George Howarth
Main Page: George Howarth (Labour - Knowsley)Department Debates - View all George Howarth's debates with the Home Office
(13 years, 1 month ago)
Commons ChamberThe hon. Member for Hertsmere (Mr Clappison) has just told the House that he is ready to wait for the evidence and the results of the inquiry before reaching conclusions, and I think he is right to do so. It is a great shame that the Secretary of State jumped to conclusions impetuously, without any proper evidence and without allowing others to respond.
At the heart of this debate are the issues of the conduct of the Home Secretary and the level of ministerial responsibility, in terms of both competence in running a Department and moral responsibility for what happens in that Department.
There is a long-established principle that Ministers take responsibility for what goes on in their Departments, and to be fair, the Home Secretary confirmed that principle earlier in the week. Would my right hon. Friend care to speculate on what she means by taking responsibility for her Department?
As I shall explain, the issue is not whether a Minister mouths the words, but whether, in practice, that Minister acts in a way that demonstrates his or her responsibility for what happens in his or her Department.

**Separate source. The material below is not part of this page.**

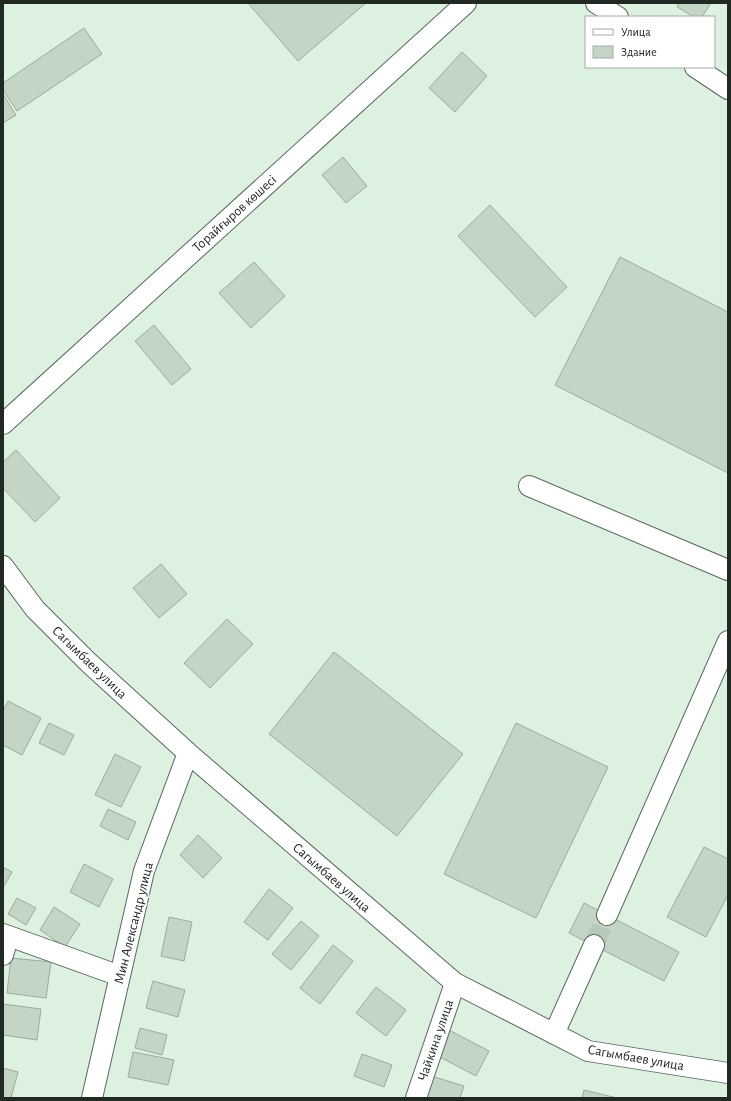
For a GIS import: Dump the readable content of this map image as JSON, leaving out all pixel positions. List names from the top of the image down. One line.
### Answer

The truth about the Home Office—which is the subject of all kinds of dark jokes, particularly when new Home Secretaries enter it—is that things are more likely to go wrong there than in any other Department. That is not because its staff are of less high quality than other staff; far from it. Overwhelmingly, the staff in all parts of the Home Office who served me during the four years for which I was Home Secretary showed the highest possible skill, dedication and commitment. They possessed the added attribute that they were dealing with people—such as prisoners, criminals and illegal immigrants—with whom most of us would not wish to deal day by day or week by week.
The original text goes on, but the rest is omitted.